A large portal crane, itself needing four mobile cranes to assemble it, was installed on rails outside the tunnel entrance, for assembly of the TBM when its major components began arriving in 2011. Like everything these are on a giant scale; there are some four motors alone for the 6m long screw conveyor unit and another 50 in total for powering the machine cutterhead. "Actually there are 12 electric motors, 24 hydraulic pumps and 38 hydraulic motors," said Comin. Power demand is about 12000kW.
Meanwhile a purpose-built casting facility for segment construction was established nearby the site, on an area that will be used for a highway service stop once the road is complete. This facility is also on a large scale, producing massive 17tonne segments, each 2m long and 700mm thick. A complete ring requires nine in total plus a half key. Internal diameter is 13.6m which means the exterior is 15m.
The segments are made in completely enclosed steel forms using hinged lids to contain the concrete rather than have the top trowelled as in many plants according to manager Gabriele Trovarelli. The forms, from Italian maker Euroform, must deliver a tolerance of 0.5mm and are checked every three to four weeks.
These rail mounted forms are filled by an automated hopper at the batching plant and then sit in a relatively cool steam curing line for 12 hours before being lifted out. After another day in the factory storage they go outside to cure for 10 days before travelling to the machine.
The segments are transported to the machine on a purpose built rubber tyred transporter which holds one complete ring – French maker Techni Metal Enterprise supplied this €500,000 unit which is a little like a mini-car transporter. A second tranporter for the second drive, which requires a longer route around through the first bore, is being supplied by Italy's Comtec which also provided the big portal crane.
A crucial element of the TBM assembly was assembling the enclosure for the back-up train conveyor. This is a specially designed feature to contain any possible methane. Essentially the EPB's pressurised excavation chamber will hold any gas behind the bulkhead. The screw conveyor itself is sealed and then enters a sealed box enclosre for the longitudinal conveyor line along the machine. "It is a double sandwich containing over-pressurised air between two skins" explained Scolavino. "That way if there is a puncture, any methane is pushed back into the interior. Large volumes of fresh air are blown into the box enclosure, which dilute any methane. A maximum of 110m3/sec is supplied to the tunnel from two fans, though normally they work at 45m3/sec. This provides 67m3/sec in the TBM, 22m3/sec in the conveyor and 6m3/sec for the work chamber. By the time spoil reaches the cross conveyor on the back of the machine, it is safe to end the box enclosure.
"But there is a wide variety of gas detection instrumentation on the machine systems, and anti-spark intallations," Scolavino said, adding that one crew members is assigned as safety monitor.
The tunnel conveyor is extended every 200m of drive, which requires a stoppage said Scolavino, during which time the cutterhead tools are checked.

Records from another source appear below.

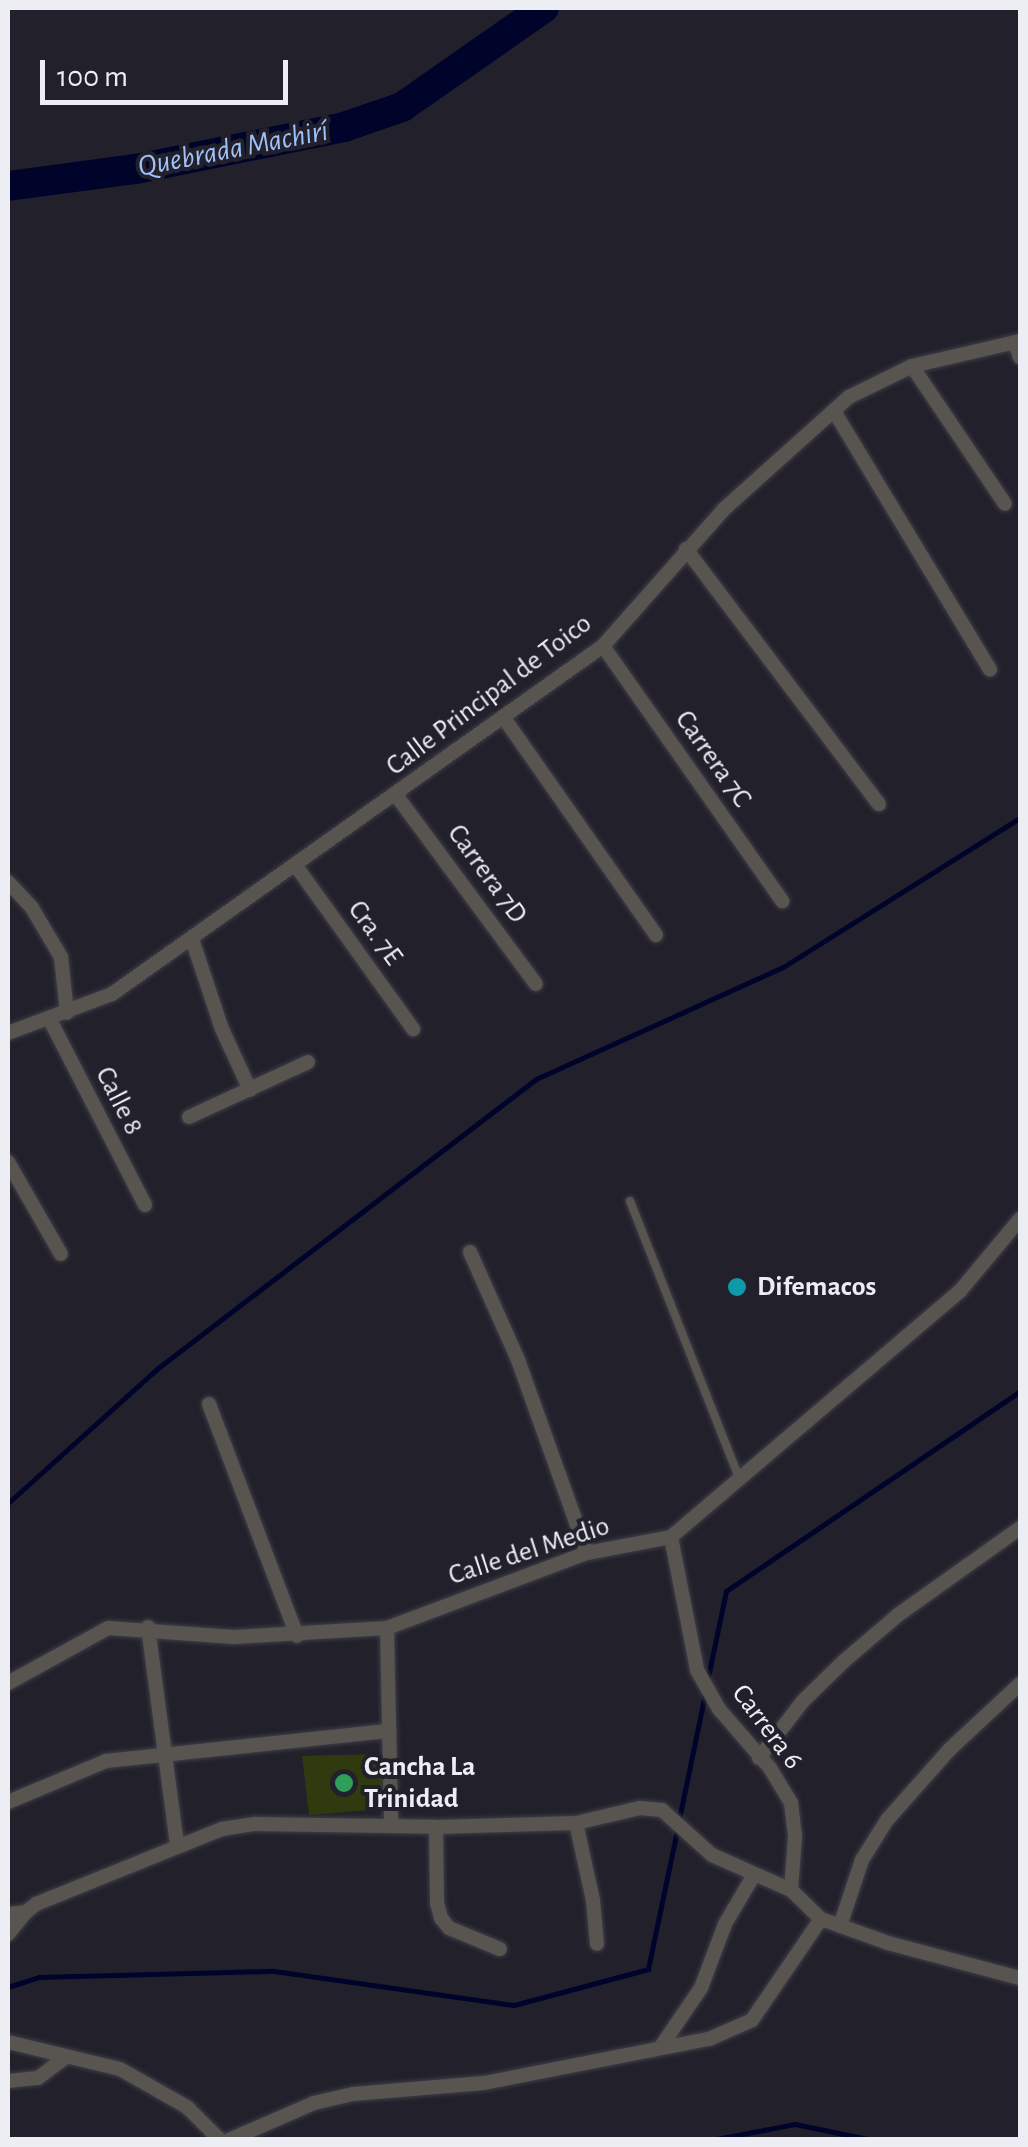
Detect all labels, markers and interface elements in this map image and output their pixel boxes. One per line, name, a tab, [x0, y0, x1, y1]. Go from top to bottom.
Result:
scale bar	[45, 40, 292, 102]
text: 100 m	[57, 62, 128, 92]
water label: Quebrada Machirí	[135, 113, 331, 185]
street label: Calle Principal de Toico	[380, 607, 598, 783]
street label: Carrera 7C	[667, 704, 759, 814]
street label: Carrera 7D	[440, 818, 534, 930]
street label: Cra. 7E	[340, 894, 410, 972]
street label: Calle 8	[88, 1061, 150, 1141]
place label: Difemacos	[757, 1270, 876, 1304]
marker: Difemacos	[726, 1276, 748, 1298]
street label: Calle del Medio	[444, 1509, 614, 1593]
street label: Carrera 6	[724, 1678, 810, 1776]
place label: Cancha La Trinidad	[364, 1750, 475, 1816]
marker: Cancha La Trinidad	[333, 1772, 355, 1794]

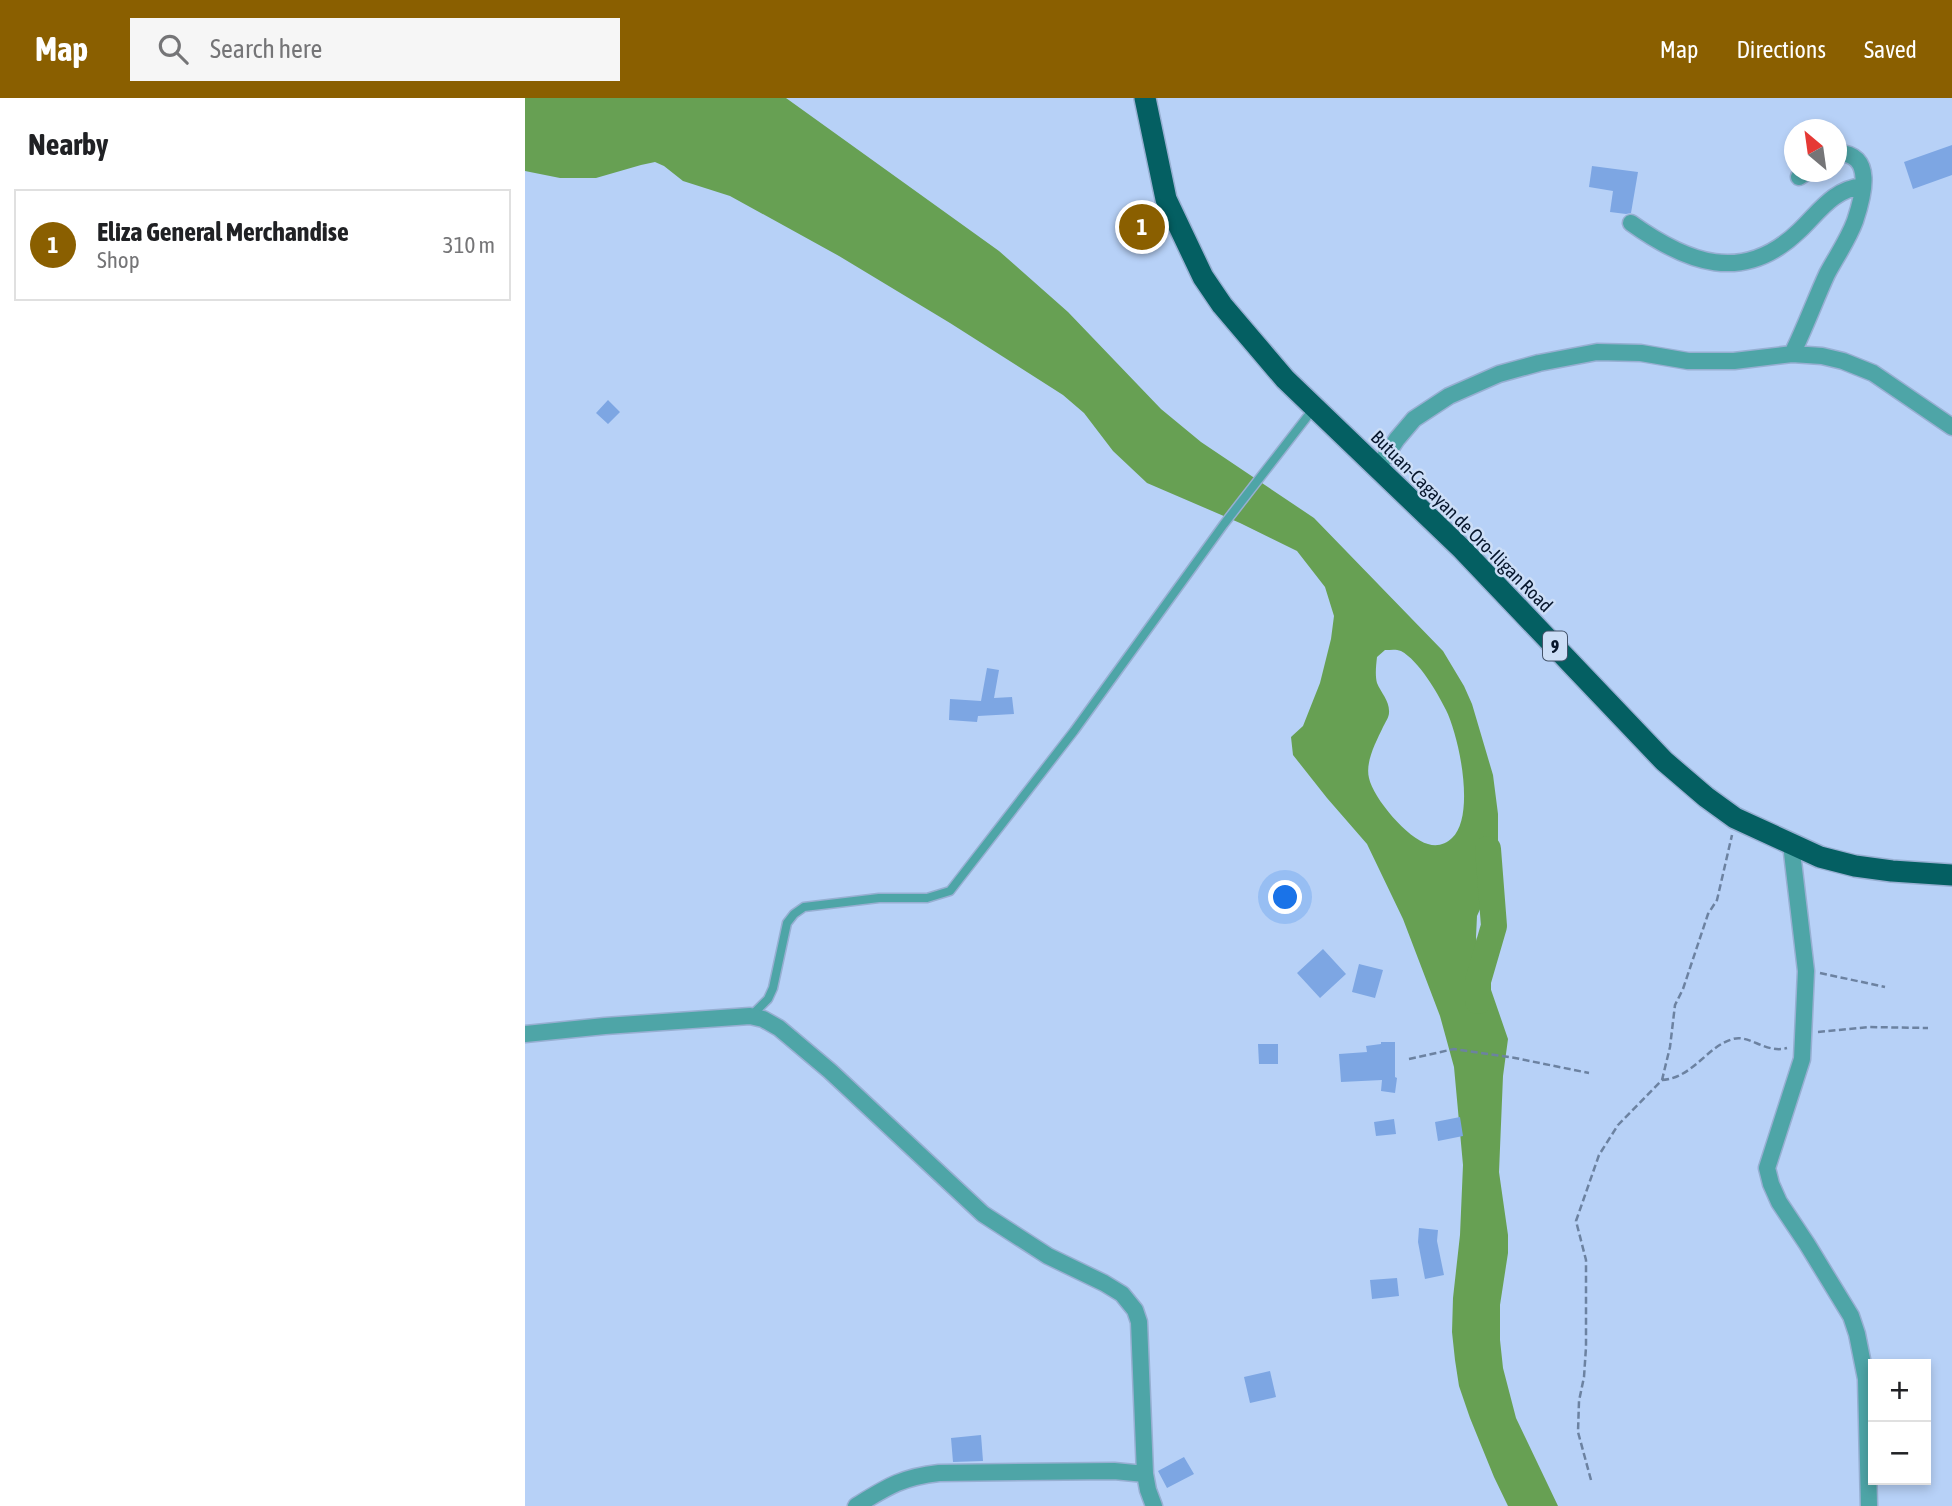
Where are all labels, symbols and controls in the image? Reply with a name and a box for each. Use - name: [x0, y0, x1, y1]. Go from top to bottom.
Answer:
- search box: [130, 18, 620, 81]
- text: Map: [35, 30, 88, 68]
- icon: search: [154, 30, 192, 68]
- text: Search here: [210, 34, 322, 64]
- text: Map: [1660, 36, 1698, 63]
- text: Directions: [1736, 36, 1826, 63]
- text: Saved: [1864, 36, 1917, 63]
- north arrow: [1784, 119, 1847, 182]
- text: Nearby: [28, 127, 108, 161]
- pin: 1: [1119, 201, 1165, 253]
- text: Eliza General Merchandise: [97, 217, 349, 247]
- text: 1: [48, 232, 58, 258]
- text: 310 m: [443, 232, 495, 258]
- text: Shop: [97, 247, 140, 273]
- street label: Butuan-Cagayan de Oro-Iligan Road: [1367, 426, 1557, 616]
- road number: 9: [1543, 632, 1567, 660]
- your location: [1268, 880, 1302, 914]
- map controls: [1868, 1359, 1931, 1485]
- button: +: [1868, 1359, 1931, 1422]
- button: −: [1868, 1422, 1931, 1485]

To enter the emptied spoil chamber means waiting for gas to disperse, usually between 4 hours and two days. "Though one stop we had to allow four days before it was clear," he said.
The side conveyor finishes at a large conveyor tower just outside the portal where it discharges onto a second, conveyor from
Difficulties causing hold-ups include a squeezing effect in the clay and a tendency for the alternately layered clay and sandstone ground to create large half metre size blocks in the spoil. There was also some clogging in the clay near the beginning. Squeezing is handled by using a a fairly large annulus, some 300m wide between the 15.6m excavation diameter and the ring exterior. This is filled with a two part cement bentonite grout injected from the tailskin on the TBM head unit.
The next complication is the turning operation. The machine makes a second drive back south for the other carriageway. Reorientating such a giant machine is a challenge. It will be done with a special cradle using a hovercraft-like prinicple to lift the giant 2700tonne weight on air "cushions". It can then be slid carefully around. For this a system from equipment maker Palmieri is being used. The firm is well known for manufacturing cutter discs, and is in fact the chosen supplier for "Martina". By chance its factory is in the hillsides nearby.
"They have designed a steel frame unit, two of which make up a circular shaped base frame for the machine," said Scolaviono. Each unit has eight large circular rubber rings beneath which are each inflated around a central pad. As air reaches around 4bars it spill out of the rings onto the pad creating a very thin air layer which reduces friction.
Eight units, with eight pads each, will support the TBM head. These require a flat concrete base to be usable, so on site a 1m deep concreted area is being formed at the reception portal extending across to the start portal opposite, On this platform a 400mm thick flat floor must be cast. "It is not quite a 'superflat' floor, as they have in warehouses, but we still have to use a laser levelling system to make it," said Scolavino.
A second circular concrete trough will support the TBM train behind the head once it goes through its slow motion dance around. The same air pads will be used to move the backup train, but with extender beams between the air pad units.
"It will take about three months to move it around and restart," said Scolavino. The machine must then drive back with an estimated finish in early 2013.
That this is a lot faster than the traditional method is apparent from comparisons with the drive on the Val di Sambro tunnel. Here rates have been between 20m and 50m a month.
The tunnel has also suffered a hold up becasue it passes through an active slide which began moving at the end of last year. Work has just restarted.
Surface effects on the TBM drive have been neglible, though in the last month, one building is reported to have shown settlement of some 40mm. It is unclear at present if this is the drive, or an effect of the two major earthquakes in the region which saw significant damage to the north of Bologna.
Once the second drive begins the first bore will see the road bed built up. After drainage is installed with a filter layer around it the contractor will use selected and graded spoil at fill material to backfill to a maximum 4.75m depth where the road will be built.
Key savings for new connection
The new A1 alignment, running 65.8km between Sasso Marconi and Barberino, is critical for improving traffic conditions and reducing travel times between Bologna and Florence. It includes 23 viaducts and 22 tunnels.
The existing section is narrow with two lanes each way and has a high gradient of 3-3,5%, which reduces average speeds to only 60-80 km/h and perhaps less for trucks. There is a high frequency of elbow bends and this has led to accident rates 70% higher than the national average, some 20.000 during the last decade). The maintenance cost is also three times higher than other motorways, and pollution is also high.
The new section reduces gradients to a maximum 2% and has three lanes at least in each direction and a central 4m wide divider. In the tunnels there are two traffic lanes while the third lane is used as an emergency lane. The new alignment is expected to save 45000tonnes of fuel, equivalent to an overall cost saving of €100 million/year.
The first and now complete 20km section of the route was Sasso Marconi to La Quercia south of Bologna which had four contracts mainly widening existing motorway to a third lane, and straightening various stretches. This is followed by two central sections; Quercia to Badia has four major contracts (5-8), including the Sparvo tunnel works. The section is 24km of new alignment at a lower level to the existing motorway. A third section also with four contracts includes the largest of the tunnels, the so-called base tunnel and is also brand new alignment. The route finishes with one final contract between Aglio and Barberino di Mugello around 7km long. It adds a new three-lane southbound carriageway and converts the old section into a three-lane northbound carriageway.